DATA SUPPLIED section start

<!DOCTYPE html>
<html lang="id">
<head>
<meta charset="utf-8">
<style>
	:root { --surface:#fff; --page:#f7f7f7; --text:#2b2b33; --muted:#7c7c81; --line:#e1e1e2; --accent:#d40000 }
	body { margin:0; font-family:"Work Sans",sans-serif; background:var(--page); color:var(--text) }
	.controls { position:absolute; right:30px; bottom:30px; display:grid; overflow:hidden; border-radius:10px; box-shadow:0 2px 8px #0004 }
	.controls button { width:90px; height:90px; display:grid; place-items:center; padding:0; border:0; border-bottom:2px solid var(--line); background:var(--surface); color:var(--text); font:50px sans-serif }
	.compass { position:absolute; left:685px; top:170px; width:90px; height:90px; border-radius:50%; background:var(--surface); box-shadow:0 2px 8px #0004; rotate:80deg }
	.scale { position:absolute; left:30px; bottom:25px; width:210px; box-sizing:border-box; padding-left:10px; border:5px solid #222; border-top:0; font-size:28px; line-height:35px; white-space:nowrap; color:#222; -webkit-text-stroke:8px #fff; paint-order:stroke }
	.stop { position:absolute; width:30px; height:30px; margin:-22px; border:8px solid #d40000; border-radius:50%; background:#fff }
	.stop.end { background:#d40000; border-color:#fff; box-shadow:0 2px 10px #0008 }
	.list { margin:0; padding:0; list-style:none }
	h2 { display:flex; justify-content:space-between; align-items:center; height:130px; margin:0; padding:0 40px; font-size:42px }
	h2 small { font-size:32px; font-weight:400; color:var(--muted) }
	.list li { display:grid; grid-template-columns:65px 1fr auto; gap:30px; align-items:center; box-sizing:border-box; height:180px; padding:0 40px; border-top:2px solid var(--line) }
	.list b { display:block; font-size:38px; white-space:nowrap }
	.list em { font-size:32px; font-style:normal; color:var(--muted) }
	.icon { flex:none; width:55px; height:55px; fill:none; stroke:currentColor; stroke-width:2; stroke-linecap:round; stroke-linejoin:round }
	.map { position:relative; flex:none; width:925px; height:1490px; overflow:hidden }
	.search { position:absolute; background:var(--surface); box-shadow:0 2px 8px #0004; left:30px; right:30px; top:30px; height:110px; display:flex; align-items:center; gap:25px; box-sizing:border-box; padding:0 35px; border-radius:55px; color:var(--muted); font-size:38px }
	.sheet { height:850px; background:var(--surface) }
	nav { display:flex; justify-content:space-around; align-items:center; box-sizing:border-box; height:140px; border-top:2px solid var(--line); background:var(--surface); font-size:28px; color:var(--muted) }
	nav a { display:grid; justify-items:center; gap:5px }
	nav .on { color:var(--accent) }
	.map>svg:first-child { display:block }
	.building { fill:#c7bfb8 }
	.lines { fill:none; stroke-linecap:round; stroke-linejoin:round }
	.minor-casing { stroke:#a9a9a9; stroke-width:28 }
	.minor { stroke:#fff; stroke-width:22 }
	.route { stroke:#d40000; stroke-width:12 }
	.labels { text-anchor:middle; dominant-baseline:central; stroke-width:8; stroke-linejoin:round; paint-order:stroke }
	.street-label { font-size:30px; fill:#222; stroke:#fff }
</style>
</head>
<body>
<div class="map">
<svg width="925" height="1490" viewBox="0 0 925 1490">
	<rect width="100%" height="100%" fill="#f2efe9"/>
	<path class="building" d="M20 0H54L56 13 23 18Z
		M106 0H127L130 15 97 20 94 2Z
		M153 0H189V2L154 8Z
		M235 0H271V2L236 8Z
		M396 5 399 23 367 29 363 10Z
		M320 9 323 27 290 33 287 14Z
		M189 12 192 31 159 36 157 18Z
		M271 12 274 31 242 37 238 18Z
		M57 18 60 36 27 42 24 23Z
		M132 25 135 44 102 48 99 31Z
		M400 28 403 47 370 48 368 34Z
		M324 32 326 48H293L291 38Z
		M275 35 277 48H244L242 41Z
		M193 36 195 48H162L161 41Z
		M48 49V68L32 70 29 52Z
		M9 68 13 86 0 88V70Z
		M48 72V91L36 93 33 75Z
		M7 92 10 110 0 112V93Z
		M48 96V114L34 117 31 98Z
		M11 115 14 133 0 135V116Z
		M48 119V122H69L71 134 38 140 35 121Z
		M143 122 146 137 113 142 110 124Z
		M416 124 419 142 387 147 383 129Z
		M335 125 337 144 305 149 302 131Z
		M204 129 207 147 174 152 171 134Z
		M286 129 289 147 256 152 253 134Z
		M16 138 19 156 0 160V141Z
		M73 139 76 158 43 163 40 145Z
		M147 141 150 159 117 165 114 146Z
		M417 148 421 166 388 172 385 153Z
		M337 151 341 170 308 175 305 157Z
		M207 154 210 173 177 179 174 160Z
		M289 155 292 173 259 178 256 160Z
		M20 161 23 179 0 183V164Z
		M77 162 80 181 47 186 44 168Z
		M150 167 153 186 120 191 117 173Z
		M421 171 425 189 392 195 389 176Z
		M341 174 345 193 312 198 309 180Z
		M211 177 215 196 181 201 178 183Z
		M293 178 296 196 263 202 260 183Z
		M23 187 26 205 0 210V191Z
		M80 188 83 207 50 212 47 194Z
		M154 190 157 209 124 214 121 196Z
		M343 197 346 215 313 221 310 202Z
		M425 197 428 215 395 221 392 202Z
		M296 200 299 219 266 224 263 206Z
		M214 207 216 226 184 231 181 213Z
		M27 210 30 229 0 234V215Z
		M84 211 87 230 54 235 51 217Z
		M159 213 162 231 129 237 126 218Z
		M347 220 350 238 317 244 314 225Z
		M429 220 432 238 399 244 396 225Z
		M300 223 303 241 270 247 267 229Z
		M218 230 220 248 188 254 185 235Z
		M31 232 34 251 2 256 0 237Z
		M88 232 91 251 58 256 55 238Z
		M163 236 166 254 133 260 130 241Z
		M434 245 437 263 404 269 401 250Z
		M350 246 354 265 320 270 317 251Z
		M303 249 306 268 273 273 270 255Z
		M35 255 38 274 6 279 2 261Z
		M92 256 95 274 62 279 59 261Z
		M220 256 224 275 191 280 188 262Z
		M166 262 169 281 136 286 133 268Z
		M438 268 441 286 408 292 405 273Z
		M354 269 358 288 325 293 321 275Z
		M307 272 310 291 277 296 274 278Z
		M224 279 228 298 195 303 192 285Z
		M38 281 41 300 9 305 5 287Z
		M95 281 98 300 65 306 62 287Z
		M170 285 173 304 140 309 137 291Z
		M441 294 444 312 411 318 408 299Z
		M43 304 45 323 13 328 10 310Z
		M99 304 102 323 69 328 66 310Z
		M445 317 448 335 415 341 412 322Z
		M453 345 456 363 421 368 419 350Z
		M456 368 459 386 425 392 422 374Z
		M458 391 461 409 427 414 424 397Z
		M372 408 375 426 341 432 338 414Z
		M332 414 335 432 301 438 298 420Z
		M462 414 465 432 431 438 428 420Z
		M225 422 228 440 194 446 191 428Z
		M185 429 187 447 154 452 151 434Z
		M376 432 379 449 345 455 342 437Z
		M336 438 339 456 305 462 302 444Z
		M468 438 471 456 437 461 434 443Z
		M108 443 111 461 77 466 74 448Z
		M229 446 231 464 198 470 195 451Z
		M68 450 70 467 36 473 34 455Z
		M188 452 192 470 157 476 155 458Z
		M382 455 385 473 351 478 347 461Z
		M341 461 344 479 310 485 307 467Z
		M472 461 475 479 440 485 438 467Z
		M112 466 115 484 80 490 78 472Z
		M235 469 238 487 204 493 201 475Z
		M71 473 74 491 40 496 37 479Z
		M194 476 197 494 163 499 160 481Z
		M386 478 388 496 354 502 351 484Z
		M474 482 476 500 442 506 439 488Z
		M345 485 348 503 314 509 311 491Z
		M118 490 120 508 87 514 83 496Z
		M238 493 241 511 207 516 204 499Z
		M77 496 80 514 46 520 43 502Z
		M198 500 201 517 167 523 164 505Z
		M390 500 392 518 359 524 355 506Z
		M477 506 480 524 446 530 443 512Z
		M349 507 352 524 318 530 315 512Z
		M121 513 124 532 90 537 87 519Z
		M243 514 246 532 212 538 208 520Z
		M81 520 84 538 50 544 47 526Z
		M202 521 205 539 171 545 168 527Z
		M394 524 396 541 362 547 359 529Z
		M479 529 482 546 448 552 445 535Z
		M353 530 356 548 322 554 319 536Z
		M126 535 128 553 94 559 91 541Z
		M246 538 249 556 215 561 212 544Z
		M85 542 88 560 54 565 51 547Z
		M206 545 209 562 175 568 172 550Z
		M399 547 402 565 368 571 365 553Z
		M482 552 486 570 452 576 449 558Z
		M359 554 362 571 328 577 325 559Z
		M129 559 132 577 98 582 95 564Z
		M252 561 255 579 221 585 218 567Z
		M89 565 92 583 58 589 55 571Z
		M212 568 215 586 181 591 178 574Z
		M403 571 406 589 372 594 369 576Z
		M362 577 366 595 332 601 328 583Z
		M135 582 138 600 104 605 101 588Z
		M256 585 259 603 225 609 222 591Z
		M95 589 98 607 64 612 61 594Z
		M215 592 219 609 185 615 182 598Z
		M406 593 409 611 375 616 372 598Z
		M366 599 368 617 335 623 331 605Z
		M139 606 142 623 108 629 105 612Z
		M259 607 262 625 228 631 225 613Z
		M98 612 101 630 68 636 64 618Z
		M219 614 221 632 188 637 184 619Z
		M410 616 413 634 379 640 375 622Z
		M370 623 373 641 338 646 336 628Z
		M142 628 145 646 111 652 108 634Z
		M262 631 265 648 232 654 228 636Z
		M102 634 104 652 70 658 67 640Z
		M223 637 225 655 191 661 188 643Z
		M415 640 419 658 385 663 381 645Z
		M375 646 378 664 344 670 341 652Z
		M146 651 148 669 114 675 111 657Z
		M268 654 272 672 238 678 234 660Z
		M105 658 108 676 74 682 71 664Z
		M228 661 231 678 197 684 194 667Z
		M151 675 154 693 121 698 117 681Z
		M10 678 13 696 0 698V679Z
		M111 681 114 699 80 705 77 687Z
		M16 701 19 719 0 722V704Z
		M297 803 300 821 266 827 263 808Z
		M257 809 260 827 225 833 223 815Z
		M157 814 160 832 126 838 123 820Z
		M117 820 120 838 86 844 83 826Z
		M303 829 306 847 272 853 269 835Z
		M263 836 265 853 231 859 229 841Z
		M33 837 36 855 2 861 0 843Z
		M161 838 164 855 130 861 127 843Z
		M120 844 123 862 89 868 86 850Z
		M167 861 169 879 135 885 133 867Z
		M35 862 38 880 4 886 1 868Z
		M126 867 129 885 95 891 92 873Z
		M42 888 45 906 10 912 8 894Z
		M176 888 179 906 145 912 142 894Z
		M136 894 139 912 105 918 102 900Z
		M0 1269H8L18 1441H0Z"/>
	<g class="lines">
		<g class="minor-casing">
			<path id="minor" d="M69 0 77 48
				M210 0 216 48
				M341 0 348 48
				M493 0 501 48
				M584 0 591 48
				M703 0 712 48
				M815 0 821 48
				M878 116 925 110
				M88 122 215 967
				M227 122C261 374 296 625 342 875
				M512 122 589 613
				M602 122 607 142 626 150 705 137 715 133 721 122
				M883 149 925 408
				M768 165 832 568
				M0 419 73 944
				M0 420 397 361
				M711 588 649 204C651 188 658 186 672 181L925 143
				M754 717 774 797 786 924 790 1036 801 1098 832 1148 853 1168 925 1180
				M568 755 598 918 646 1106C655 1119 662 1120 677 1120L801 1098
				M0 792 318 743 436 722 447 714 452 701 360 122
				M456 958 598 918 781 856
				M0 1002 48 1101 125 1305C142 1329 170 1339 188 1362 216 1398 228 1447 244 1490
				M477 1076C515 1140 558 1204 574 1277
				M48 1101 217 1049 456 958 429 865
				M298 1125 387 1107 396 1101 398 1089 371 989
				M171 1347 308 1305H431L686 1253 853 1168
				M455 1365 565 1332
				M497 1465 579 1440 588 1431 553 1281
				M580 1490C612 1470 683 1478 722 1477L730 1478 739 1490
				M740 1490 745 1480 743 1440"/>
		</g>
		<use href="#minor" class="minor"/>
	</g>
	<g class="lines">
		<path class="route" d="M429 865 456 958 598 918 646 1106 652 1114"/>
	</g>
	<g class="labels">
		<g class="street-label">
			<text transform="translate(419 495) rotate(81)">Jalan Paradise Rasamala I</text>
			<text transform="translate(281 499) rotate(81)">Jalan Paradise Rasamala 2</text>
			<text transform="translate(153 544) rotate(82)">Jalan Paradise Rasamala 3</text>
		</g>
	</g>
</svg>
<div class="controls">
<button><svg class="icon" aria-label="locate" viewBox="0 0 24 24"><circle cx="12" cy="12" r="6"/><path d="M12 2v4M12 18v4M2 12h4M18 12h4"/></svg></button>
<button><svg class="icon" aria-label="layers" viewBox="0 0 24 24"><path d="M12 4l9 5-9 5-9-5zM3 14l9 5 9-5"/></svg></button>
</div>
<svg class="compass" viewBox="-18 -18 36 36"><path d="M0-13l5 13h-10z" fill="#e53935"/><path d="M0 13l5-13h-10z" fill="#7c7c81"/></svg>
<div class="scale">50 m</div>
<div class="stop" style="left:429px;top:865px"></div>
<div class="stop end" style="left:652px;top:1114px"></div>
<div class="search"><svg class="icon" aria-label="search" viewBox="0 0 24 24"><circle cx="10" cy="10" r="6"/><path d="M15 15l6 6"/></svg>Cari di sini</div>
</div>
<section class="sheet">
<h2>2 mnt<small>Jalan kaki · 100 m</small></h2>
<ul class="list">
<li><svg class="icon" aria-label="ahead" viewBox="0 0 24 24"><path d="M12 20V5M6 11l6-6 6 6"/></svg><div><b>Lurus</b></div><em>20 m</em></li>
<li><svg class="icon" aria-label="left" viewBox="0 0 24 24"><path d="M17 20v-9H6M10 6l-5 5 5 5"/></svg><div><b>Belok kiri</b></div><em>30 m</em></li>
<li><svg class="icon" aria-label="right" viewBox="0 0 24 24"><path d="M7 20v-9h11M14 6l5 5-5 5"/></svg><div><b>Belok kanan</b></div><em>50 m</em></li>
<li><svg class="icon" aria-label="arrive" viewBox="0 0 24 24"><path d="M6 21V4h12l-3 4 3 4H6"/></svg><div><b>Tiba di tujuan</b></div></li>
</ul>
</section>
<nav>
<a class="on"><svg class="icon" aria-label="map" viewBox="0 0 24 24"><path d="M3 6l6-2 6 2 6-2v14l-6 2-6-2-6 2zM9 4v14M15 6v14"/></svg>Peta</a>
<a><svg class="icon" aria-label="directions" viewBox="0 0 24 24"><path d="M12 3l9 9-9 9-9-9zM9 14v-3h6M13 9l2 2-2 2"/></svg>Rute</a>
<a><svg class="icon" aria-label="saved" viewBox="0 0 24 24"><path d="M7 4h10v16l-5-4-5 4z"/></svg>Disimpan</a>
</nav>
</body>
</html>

DATA SUPPLIED section end

▶ _REQUIRED WORK_
Starting at the top of the listing above, repeat every line exactly until the line that contains "flex:none; width:55px; height:55px;" has been repeated too.

▶ _SOLUTION TO THIS EXERCISE_
<!DOCTYPE html>
<html lang="id">
<head>
<meta charset="utf-8">
<style>
	:root { --surface:#fff; --page:#f7f7f7; --text:#2b2b33; --muted:#7c7c81; --line:#e1e1e2; --accent:#d40000 }
	body { margin:0; font-family:"Work Sans",sans-serif; background:var(--page); color:var(--text) }
	.controls { position:absolute; right:30px; bottom:30px; display:grid; overflow:hidden; border-radius:10px; box-shadow:0 2px 8px #0004 }
	.controls button { width:90px; height:90px; display:grid; place-items:center; padding:0; border:0; border-bottom:2px solid var(--line); background:var(--surface); color:var(--text); font:50px sans-serif }
	.compass { position:absolute; left:685px; top:170px; width:90px; height:90px; border-radius:50%; background:var(--surface); box-shadow:0 2px 8px #0004; rotate:80deg }
	.scale { position:absolute; left:30px; bottom:25px; width:210px; box-sizing:border-box; padding-left:10px; border:5px solid #222; border-top:0; font-size:28px; line-height:35px; white-space:nowrap; color:#222; -webkit-text-stroke:8px #fff; paint-order:stroke }
	.stop { position:absolute; width:30px; height:30px; margin:-22px; border:8px solid #d40000; border-radius:50%; background:#fff }
	.stop.end { background:#d40000; border-color:#fff; box-shadow:0 2px 10px #0008 }
	.list { margin:0; padding:0; list-style:none }
	h2 { display:flex; justify-content:space-between; align-items:center; height:130px; margin:0; padding:0 40px; font-size:42px }
	h2 small { font-size:32px; font-weight:400; color:var(--muted) }
	.list li { display:grid; grid-template-columns:65px 1fr auto; gap:30px; align-items:center; box-sizing:border-box; height:180px; padding:0 40px; border-top:2px solid var(--line) }
	.list b { display:block; font-size:38px; white-space:nowrap }
	.list em { font-size:32px; font-style:normal; color:var(--muted) }
	.icon { flex:none; width:55px; height:55px; fill:none; stroke:currentColor; stroke-width:2; stroke-linecap:round; stroke-linejoin:round }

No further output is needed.